▸ PROBLEM STATEMENT
Comb through the entries for "nowrap" and pull out each line that holds it.

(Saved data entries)
=== Section Start ===

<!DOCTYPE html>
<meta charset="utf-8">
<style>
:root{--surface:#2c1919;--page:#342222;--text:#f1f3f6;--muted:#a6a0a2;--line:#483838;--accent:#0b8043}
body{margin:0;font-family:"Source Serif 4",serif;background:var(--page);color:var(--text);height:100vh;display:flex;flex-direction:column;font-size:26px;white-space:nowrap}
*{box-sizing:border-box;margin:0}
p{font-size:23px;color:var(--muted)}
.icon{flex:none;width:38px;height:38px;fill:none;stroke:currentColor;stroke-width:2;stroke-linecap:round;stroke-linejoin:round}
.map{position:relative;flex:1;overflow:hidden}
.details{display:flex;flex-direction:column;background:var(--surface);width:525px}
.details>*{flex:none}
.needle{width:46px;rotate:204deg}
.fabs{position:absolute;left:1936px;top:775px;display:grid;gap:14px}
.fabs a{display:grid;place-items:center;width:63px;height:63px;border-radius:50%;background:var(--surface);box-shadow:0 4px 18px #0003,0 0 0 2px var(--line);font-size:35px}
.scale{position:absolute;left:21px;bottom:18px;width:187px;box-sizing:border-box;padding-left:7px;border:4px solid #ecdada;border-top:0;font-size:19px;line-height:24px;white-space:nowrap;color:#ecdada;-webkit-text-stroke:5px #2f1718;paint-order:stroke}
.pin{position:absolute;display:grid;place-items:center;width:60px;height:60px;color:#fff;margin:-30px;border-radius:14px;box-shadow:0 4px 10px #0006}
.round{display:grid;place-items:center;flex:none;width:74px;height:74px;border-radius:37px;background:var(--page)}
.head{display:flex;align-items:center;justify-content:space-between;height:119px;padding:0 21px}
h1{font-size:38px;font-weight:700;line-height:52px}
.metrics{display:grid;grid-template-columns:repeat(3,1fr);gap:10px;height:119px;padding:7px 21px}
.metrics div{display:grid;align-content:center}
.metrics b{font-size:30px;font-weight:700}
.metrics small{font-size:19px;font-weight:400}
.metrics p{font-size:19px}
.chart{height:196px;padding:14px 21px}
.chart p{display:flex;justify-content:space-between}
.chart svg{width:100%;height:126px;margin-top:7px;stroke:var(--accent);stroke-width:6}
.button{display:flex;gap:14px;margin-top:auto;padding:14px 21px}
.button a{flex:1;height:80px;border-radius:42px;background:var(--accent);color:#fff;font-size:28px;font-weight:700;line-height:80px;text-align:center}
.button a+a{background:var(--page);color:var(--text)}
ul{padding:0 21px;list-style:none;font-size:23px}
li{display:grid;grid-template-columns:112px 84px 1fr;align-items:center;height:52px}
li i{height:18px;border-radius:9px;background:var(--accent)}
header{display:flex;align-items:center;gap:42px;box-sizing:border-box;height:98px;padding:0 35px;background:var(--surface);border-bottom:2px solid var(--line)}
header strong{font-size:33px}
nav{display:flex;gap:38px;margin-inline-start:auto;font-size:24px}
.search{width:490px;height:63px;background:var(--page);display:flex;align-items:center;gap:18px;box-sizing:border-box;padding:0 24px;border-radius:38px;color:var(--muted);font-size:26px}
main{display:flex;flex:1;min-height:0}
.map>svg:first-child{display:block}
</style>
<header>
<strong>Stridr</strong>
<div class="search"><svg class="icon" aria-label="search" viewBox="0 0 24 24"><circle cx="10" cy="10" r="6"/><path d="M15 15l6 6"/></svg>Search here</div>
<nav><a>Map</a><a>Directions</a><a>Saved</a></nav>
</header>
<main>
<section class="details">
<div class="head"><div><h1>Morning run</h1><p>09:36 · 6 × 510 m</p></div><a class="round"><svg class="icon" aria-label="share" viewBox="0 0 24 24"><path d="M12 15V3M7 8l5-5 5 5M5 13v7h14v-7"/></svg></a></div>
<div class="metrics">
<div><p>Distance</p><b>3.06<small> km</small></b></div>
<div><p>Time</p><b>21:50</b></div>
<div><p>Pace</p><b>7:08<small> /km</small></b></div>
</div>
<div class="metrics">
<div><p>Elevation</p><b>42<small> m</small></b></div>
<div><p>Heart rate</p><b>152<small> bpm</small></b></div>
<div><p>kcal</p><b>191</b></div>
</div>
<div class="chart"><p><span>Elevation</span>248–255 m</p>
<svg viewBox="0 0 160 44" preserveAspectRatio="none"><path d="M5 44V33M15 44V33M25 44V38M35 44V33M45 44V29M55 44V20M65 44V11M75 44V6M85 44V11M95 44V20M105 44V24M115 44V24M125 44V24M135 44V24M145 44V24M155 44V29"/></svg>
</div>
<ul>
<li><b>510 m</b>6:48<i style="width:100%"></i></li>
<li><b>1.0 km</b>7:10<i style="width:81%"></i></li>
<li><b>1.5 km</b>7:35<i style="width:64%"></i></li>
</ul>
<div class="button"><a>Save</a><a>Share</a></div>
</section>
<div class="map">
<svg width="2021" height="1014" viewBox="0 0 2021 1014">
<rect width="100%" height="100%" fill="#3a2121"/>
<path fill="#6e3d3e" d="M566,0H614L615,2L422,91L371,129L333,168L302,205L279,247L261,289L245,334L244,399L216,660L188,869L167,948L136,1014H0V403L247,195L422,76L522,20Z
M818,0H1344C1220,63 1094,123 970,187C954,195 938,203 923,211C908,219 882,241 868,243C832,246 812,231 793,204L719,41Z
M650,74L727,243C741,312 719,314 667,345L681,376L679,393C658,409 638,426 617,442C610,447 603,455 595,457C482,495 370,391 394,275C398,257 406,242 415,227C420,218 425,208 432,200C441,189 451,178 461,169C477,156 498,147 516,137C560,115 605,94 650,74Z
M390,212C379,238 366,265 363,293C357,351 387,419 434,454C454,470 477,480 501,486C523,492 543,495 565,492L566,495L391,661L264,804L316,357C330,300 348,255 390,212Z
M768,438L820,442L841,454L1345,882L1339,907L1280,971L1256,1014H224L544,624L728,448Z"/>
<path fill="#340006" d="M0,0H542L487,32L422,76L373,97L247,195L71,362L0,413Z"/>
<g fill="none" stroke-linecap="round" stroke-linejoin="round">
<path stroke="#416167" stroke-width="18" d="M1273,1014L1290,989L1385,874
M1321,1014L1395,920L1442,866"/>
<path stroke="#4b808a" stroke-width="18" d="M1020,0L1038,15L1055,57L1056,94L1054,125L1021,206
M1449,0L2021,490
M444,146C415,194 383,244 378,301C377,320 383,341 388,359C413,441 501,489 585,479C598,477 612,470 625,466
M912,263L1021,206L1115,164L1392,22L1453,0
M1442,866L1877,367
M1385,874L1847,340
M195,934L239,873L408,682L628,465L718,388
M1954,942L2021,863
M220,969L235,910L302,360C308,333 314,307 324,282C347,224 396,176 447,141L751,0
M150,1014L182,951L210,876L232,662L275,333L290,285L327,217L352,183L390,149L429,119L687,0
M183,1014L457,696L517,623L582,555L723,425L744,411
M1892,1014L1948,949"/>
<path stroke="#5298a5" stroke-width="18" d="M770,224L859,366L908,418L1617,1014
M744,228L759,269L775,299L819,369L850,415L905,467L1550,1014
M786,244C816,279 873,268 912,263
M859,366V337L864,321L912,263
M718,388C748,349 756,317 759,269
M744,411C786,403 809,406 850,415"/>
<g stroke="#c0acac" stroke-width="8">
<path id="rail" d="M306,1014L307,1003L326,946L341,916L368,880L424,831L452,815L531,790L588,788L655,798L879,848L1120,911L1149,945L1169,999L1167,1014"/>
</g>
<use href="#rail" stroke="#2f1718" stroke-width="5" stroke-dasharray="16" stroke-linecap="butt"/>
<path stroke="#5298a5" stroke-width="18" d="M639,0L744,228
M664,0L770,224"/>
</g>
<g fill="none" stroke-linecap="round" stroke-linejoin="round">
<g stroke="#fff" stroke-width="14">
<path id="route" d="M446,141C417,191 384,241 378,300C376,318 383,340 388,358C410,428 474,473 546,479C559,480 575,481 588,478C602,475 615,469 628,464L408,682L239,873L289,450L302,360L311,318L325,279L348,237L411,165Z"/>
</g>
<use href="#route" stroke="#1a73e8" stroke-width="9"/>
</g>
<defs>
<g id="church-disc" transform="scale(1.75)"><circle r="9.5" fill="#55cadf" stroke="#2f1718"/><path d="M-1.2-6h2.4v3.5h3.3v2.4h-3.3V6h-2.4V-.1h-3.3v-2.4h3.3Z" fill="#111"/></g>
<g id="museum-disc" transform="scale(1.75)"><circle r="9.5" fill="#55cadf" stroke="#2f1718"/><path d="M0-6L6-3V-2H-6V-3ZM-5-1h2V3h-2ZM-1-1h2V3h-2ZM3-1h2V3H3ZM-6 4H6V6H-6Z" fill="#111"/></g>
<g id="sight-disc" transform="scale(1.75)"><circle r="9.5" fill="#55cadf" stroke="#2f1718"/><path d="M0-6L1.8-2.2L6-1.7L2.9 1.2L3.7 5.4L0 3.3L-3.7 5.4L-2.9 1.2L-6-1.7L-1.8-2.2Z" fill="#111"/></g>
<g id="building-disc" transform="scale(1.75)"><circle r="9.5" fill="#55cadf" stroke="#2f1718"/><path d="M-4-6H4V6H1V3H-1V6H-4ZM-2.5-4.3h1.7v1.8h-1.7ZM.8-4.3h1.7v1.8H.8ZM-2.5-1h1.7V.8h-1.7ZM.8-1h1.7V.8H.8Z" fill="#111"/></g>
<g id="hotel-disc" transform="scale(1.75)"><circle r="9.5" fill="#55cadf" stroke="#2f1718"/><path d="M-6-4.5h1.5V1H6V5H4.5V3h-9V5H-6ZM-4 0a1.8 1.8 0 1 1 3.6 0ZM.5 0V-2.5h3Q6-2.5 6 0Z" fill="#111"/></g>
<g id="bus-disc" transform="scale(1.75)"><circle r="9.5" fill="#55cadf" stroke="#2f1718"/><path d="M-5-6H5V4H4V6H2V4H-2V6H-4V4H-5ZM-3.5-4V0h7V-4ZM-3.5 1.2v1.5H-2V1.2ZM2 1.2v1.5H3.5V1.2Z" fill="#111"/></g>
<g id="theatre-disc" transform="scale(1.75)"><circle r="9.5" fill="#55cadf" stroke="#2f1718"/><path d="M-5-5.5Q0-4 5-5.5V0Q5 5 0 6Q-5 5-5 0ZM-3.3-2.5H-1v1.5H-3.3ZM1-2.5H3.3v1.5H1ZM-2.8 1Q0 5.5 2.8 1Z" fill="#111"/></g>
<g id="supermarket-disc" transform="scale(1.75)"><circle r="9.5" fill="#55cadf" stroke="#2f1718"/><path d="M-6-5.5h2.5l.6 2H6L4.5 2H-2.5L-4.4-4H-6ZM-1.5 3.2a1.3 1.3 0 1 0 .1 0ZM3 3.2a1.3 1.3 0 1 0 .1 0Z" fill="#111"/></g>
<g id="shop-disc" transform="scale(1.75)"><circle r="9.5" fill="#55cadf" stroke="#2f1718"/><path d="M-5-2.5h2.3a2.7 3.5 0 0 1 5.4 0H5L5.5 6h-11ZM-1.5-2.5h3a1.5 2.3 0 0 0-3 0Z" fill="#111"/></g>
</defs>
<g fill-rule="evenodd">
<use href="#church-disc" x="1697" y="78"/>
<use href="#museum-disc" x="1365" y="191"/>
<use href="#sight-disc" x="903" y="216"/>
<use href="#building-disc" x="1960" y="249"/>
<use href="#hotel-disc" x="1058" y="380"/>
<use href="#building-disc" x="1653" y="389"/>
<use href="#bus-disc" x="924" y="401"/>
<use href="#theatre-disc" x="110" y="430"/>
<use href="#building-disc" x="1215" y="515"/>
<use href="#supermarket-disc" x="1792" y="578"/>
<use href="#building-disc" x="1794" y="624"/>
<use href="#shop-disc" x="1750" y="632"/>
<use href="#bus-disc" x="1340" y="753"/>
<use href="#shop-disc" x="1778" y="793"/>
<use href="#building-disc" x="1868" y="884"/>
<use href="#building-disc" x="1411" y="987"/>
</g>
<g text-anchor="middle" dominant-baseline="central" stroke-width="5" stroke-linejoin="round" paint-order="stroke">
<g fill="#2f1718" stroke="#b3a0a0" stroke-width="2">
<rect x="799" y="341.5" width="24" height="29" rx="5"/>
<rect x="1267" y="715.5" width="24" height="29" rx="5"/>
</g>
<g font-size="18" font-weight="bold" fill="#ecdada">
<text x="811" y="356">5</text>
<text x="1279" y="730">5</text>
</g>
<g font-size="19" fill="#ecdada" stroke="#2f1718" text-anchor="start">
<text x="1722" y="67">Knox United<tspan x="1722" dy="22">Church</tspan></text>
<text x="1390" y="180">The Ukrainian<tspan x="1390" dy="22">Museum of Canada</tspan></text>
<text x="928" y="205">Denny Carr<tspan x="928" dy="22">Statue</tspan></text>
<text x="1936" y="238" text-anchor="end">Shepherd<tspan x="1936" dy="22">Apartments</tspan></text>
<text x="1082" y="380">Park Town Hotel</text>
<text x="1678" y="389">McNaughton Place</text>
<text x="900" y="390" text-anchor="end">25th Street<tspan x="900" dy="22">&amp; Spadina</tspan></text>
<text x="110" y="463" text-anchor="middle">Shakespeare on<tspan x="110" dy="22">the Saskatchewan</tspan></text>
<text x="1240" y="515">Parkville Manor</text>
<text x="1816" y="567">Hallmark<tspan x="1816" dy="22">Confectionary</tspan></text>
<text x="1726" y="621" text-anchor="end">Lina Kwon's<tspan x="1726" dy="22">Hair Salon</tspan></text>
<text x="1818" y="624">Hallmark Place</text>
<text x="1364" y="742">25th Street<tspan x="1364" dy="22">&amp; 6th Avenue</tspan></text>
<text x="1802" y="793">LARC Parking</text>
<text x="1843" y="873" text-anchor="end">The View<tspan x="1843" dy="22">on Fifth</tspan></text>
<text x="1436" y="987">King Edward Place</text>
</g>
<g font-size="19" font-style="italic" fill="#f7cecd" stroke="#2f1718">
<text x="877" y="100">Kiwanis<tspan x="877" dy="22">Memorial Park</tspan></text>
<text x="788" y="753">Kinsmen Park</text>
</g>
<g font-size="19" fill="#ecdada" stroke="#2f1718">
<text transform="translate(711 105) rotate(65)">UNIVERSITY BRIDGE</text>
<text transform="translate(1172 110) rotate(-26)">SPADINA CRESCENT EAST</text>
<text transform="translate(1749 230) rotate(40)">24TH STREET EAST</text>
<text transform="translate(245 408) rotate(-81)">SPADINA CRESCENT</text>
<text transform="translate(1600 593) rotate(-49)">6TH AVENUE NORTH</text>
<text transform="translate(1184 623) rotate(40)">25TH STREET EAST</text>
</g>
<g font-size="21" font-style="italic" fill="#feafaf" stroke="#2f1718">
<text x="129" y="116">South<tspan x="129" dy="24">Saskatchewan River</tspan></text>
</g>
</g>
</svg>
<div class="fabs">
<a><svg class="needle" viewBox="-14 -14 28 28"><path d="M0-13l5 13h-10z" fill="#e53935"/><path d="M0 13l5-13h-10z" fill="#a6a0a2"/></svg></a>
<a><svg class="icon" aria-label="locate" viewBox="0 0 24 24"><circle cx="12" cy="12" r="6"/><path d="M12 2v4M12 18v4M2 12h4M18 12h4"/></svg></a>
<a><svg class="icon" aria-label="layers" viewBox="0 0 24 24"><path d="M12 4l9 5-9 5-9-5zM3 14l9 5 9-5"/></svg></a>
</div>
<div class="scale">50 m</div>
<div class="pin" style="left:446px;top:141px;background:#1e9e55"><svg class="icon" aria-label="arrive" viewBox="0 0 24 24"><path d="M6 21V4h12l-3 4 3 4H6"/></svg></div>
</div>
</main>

=== Section End ===

▸ ANSWER FOR THIS EXERCISE
body{margin:0;font-family:"Source Serif 4",serif;background:var(--page);color:var(--text);height:100vh;display:flex;flex-direction:column;font-size:26px;white-space:nowrap}
.scale{position:absolute;left:21px;bottom:18px;width:187px;box-sizing:border-box;padding-left:7px;border:4px solid #ecdada;border-top:0;font-size:19px;line-height:24px;white-space:nowrap;color:#ecdada;-webkit-text-stroke:5px #2f1718;paint-order:stroke}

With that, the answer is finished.